DeepSeek-R1
o1 Pro.icon
DeepSeek-R1 is a series built around large-scale reinforcement learning (RL) to enhance the inference power of large-scale language models (LLMs). First, we developed DeepSeek-R1-Zero, in which RL was applied directly to the base model without supervised data, and showed that it could acquire advanced inference capabilities. However, problems with readability and language mixing remained, so we proposed DeepSeek-R1 by introducing a small amount of "long thought-processed" teacher data (cold-start data) of several thousand cases, combined with a stepwise training pipeline. Finally, we achieved the same level of inference performance as OpenAI's o1-1217.
We have also investigated distillation of the trained DeepSeek-R1 into lightweight models such as Qwen and Llama as "teacher models," and have shown that high inference performance can be achieved even with small models. In particular, small models such as Qwen-7B, 14B, and 32B have significantly improved performance, achieving results comparable to OpenAI's small models. In general, the study paves the way for the development of small, high-performance inference-specific LLMs by combining RL and distillation.
Expert opinion
hillbig DeepSeek-R1 achieves significant improvement in inference performance through reinforcement learning. It achieved an o1-like long-term inference process with only the rewards of reinforcement learning. This is believed to be the first example where the learning details of a model comparable to o1 are described. First, we evaluated how much capability could be acquired from the base model by reinforcement learning alone (DeepSeek-R1-Zero).

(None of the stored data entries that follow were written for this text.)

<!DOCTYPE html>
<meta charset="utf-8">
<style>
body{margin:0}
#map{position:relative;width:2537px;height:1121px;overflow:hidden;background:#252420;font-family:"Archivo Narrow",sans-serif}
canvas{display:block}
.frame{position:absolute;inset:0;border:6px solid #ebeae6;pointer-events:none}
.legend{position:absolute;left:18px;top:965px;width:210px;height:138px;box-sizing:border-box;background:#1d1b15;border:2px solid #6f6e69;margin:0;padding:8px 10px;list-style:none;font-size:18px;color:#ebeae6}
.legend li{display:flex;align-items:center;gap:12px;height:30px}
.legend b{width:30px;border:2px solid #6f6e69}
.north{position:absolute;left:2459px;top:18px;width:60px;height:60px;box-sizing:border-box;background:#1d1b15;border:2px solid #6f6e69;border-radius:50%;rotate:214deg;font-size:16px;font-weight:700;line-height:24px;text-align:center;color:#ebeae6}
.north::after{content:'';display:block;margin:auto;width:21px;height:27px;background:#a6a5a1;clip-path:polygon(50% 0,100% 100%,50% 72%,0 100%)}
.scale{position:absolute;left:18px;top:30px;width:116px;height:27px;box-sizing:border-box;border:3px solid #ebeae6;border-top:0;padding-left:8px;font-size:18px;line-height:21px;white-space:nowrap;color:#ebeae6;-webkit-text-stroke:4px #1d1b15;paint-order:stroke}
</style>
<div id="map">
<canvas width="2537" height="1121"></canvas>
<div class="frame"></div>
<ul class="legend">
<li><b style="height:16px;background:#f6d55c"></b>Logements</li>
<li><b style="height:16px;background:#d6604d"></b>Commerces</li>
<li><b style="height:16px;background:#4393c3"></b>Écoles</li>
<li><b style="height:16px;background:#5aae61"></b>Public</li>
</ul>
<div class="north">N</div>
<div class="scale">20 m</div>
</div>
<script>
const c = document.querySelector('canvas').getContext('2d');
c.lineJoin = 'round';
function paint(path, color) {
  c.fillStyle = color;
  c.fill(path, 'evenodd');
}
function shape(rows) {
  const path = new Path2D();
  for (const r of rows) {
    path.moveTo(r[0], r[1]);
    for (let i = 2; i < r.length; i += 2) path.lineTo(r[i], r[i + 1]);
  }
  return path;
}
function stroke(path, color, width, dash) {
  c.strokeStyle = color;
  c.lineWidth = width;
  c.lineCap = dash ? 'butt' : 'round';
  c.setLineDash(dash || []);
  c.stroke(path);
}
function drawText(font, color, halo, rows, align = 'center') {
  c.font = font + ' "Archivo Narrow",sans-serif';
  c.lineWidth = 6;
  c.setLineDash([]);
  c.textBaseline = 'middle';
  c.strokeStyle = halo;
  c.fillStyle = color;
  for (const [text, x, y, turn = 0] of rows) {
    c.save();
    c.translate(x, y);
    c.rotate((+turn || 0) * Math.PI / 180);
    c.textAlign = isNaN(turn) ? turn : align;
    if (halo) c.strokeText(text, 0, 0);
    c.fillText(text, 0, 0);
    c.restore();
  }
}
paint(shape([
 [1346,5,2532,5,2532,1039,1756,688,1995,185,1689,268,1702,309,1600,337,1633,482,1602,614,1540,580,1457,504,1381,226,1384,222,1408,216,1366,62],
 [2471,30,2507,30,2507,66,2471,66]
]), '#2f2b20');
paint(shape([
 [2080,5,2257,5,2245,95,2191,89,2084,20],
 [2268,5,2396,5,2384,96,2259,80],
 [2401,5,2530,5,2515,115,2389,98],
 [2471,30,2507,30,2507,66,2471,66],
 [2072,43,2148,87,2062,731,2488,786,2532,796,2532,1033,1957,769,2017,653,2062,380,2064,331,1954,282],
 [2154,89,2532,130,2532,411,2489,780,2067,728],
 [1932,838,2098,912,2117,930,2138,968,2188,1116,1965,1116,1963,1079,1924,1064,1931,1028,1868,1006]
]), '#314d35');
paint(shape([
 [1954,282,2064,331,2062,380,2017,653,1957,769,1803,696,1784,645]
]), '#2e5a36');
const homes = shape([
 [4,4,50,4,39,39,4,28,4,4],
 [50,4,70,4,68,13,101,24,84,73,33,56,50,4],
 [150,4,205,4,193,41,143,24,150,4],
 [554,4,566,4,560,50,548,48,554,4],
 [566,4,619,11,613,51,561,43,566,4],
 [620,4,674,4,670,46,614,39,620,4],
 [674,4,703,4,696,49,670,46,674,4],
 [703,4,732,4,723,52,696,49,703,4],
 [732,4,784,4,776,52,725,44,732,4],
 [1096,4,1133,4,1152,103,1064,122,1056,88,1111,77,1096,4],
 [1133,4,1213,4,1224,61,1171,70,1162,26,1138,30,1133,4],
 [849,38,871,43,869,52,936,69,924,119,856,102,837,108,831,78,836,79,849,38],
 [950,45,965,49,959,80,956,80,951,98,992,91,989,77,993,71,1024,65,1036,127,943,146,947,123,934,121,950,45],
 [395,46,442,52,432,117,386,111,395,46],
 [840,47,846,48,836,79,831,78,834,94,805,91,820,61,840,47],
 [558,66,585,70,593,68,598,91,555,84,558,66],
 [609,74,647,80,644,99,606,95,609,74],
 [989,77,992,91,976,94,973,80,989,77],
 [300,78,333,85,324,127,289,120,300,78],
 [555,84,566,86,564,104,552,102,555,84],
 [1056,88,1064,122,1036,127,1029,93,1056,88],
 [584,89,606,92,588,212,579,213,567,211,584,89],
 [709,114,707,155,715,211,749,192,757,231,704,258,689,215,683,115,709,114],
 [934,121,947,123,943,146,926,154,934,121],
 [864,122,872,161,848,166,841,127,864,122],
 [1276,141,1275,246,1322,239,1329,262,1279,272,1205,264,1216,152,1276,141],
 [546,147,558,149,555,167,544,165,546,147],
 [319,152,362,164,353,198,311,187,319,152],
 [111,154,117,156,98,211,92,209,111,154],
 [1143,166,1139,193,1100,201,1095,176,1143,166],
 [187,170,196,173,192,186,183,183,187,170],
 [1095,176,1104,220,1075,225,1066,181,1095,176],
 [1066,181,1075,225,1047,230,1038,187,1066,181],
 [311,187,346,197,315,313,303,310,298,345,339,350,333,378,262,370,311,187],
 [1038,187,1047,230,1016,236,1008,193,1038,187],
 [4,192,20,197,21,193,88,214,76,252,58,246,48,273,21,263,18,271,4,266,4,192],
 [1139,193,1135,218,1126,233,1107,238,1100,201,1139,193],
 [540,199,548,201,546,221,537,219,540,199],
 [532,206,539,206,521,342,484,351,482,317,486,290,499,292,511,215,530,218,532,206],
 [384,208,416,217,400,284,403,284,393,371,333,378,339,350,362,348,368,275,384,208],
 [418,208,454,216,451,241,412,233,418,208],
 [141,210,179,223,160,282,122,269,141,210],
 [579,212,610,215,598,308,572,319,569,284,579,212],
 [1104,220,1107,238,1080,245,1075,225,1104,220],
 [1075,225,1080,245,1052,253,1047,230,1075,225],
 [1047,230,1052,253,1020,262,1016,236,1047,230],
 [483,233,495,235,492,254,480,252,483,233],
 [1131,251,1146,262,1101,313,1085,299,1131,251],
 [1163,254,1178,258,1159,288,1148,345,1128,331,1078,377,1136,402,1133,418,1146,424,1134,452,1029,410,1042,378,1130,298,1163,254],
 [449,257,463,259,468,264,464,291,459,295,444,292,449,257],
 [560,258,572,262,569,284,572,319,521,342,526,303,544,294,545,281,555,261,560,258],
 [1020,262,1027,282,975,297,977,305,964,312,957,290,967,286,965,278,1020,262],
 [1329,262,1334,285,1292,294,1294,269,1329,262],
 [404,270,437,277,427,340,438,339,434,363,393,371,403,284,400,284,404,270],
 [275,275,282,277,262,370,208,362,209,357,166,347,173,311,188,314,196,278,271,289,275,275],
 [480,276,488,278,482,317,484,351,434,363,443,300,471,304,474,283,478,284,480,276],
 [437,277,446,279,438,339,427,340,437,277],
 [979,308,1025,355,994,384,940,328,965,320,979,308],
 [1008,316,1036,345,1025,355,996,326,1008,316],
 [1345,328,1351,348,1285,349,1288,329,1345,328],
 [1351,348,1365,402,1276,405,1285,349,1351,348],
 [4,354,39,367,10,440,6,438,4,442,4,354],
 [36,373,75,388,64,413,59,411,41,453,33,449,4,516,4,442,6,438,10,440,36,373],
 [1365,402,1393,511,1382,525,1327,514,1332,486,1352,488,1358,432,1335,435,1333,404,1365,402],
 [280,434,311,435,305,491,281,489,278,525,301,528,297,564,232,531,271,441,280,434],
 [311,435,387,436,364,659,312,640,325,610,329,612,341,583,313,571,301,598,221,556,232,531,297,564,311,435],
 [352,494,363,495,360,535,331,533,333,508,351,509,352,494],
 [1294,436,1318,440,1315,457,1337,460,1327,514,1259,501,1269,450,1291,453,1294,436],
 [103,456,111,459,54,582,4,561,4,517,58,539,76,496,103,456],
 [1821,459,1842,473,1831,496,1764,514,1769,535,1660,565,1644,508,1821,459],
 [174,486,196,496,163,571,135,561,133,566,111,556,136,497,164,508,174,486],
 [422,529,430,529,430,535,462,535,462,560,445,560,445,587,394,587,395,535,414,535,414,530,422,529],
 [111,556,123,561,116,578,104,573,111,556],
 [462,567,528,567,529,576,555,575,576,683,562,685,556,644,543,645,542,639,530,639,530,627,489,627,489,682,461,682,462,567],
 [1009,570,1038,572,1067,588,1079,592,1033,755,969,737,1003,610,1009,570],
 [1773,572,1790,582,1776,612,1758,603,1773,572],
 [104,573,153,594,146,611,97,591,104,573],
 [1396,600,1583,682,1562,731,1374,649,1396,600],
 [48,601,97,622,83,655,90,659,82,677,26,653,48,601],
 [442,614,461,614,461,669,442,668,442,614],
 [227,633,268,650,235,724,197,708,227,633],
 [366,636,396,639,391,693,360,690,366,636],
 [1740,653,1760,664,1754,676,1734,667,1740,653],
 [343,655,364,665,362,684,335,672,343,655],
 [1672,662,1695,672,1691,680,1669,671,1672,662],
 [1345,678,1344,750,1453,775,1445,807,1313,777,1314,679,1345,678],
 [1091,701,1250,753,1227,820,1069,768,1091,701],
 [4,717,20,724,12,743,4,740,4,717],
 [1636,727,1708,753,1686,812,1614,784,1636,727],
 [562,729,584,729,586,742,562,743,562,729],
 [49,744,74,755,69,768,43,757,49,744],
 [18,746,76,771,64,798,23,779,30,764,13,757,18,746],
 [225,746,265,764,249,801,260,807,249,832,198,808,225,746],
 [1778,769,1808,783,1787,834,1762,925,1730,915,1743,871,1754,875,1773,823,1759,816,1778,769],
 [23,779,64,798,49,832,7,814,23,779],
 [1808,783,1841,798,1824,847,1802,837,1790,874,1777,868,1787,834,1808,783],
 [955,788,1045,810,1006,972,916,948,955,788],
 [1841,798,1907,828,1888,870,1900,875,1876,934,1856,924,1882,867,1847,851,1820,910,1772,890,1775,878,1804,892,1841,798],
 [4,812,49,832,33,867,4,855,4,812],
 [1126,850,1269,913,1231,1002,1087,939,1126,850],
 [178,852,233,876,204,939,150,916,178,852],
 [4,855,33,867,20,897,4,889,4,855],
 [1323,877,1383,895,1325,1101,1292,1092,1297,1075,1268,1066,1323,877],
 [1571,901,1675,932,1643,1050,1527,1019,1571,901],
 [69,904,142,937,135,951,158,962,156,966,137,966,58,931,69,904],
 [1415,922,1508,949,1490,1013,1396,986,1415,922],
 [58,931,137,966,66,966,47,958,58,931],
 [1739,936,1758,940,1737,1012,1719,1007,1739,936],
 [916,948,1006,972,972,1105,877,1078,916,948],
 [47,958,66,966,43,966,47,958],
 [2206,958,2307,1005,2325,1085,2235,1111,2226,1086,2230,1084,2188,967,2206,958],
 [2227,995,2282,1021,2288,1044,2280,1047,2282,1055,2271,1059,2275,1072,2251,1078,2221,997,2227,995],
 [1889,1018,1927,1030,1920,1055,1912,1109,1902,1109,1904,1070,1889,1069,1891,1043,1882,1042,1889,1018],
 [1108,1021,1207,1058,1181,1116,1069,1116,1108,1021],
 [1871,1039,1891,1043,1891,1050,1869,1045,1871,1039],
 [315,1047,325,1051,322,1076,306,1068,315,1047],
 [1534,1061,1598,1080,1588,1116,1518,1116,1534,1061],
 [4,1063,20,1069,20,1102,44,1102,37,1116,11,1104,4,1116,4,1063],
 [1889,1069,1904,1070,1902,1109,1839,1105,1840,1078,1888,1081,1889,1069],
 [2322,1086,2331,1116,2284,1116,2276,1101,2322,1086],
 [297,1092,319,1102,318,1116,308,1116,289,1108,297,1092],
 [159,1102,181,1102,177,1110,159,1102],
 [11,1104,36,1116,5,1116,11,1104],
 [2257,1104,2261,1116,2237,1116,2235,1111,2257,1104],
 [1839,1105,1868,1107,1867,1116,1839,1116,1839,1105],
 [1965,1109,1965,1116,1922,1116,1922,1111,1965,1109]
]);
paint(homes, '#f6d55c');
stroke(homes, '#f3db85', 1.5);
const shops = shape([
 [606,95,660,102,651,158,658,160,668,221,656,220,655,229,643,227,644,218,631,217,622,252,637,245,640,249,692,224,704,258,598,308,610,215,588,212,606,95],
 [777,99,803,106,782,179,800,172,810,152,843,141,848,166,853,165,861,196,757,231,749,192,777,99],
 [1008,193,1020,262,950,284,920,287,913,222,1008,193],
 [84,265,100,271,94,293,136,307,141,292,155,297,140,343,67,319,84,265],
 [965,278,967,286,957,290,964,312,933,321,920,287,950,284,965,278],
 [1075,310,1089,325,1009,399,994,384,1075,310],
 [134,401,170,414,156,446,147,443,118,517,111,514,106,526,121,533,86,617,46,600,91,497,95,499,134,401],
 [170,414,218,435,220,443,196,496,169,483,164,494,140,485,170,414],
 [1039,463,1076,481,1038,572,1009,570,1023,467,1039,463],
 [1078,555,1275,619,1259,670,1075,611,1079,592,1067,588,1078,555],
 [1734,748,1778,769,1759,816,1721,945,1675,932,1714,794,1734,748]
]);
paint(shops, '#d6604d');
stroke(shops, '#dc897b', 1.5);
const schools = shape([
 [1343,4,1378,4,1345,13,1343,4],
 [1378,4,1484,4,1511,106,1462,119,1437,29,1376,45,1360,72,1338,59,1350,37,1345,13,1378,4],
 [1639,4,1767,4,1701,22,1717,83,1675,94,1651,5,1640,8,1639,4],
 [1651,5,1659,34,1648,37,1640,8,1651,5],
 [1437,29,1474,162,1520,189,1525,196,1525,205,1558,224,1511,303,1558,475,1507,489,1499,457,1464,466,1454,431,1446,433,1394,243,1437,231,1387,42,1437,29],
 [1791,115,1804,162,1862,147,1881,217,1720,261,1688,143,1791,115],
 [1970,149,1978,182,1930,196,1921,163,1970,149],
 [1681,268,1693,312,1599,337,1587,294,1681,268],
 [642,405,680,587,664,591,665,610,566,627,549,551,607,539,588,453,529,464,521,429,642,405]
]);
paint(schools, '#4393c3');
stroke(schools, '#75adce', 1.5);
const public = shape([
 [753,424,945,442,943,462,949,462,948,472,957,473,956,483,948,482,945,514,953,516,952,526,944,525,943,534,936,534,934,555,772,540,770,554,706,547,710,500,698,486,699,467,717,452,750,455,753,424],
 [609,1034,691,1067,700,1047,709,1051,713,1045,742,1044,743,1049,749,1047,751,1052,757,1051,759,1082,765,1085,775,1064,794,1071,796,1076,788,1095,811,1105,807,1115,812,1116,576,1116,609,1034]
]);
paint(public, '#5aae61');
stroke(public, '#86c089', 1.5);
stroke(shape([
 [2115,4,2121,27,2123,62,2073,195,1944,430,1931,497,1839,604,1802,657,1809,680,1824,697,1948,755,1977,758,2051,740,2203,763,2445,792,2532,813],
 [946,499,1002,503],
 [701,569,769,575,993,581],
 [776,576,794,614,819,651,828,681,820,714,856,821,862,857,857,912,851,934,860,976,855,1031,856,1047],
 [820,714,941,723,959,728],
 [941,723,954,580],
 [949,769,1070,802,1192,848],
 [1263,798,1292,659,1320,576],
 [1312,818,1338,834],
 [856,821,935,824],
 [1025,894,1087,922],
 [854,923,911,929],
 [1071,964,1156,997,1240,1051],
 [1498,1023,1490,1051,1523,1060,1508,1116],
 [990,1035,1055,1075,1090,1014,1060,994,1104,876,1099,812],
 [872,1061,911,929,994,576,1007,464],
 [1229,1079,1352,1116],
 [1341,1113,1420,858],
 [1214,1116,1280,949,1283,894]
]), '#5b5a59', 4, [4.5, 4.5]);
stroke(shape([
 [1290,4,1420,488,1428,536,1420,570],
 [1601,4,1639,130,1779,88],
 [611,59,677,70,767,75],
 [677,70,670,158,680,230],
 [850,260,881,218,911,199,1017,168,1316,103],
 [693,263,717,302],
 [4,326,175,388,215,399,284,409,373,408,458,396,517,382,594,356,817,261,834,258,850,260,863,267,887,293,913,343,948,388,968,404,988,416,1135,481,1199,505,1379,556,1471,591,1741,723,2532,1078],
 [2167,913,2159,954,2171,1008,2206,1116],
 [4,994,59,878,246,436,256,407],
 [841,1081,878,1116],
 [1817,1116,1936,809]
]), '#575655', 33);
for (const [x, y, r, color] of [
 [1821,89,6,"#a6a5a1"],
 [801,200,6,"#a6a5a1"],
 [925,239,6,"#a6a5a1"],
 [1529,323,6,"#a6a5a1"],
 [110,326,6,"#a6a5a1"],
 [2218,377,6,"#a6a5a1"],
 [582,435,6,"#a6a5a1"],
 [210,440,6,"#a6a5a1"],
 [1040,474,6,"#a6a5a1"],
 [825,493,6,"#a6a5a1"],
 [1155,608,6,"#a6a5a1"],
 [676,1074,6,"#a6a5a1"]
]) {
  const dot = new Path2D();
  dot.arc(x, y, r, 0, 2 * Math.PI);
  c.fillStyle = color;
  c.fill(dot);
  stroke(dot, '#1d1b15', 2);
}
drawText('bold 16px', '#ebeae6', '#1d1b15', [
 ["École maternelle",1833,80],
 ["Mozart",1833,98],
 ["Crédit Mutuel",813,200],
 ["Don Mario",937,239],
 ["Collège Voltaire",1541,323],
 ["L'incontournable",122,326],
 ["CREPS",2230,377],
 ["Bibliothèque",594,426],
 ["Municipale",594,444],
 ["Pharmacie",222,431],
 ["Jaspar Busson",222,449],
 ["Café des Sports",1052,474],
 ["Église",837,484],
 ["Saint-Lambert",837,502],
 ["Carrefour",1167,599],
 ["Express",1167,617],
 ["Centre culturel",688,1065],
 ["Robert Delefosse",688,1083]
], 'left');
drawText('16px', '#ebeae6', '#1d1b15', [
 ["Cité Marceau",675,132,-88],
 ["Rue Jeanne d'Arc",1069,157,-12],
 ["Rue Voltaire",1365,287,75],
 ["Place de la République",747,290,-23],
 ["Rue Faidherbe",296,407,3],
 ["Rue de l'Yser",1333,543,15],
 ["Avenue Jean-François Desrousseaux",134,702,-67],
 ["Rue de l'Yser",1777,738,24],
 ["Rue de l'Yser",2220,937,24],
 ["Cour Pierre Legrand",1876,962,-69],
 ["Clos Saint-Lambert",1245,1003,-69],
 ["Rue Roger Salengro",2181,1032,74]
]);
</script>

GRPO is used as reinforcement learning. It does not use the value function or the Critic, Reward model, but optimizes measures based on the reward score of each group. G outputs were sampled for each question. Improved log-likelihood ratio of the post-opening measure to the original measure after each reward was subtracted from the mean of all rewards and normalized by the standard deviation to be Advantage.
(probably any RL method itself)
We used rule-based rewards. In the case of math, the reward was the answer, and in the case of programs, the reward was the compiler result or whether the test case was passed. We also used whether the format was followed. In the later discussion, it is noted that we tried other rewards (Process Reward Model, MCTS), but they did not work because the model hacked the rewards or fell into local solutions. During this reinforcement learning process, performance improved by thousands of steps, and "Aha" moments were found where the model found new solution strategies through its own trial-and-error. As it learned, it also gained the ability to think longer to solve complex problems.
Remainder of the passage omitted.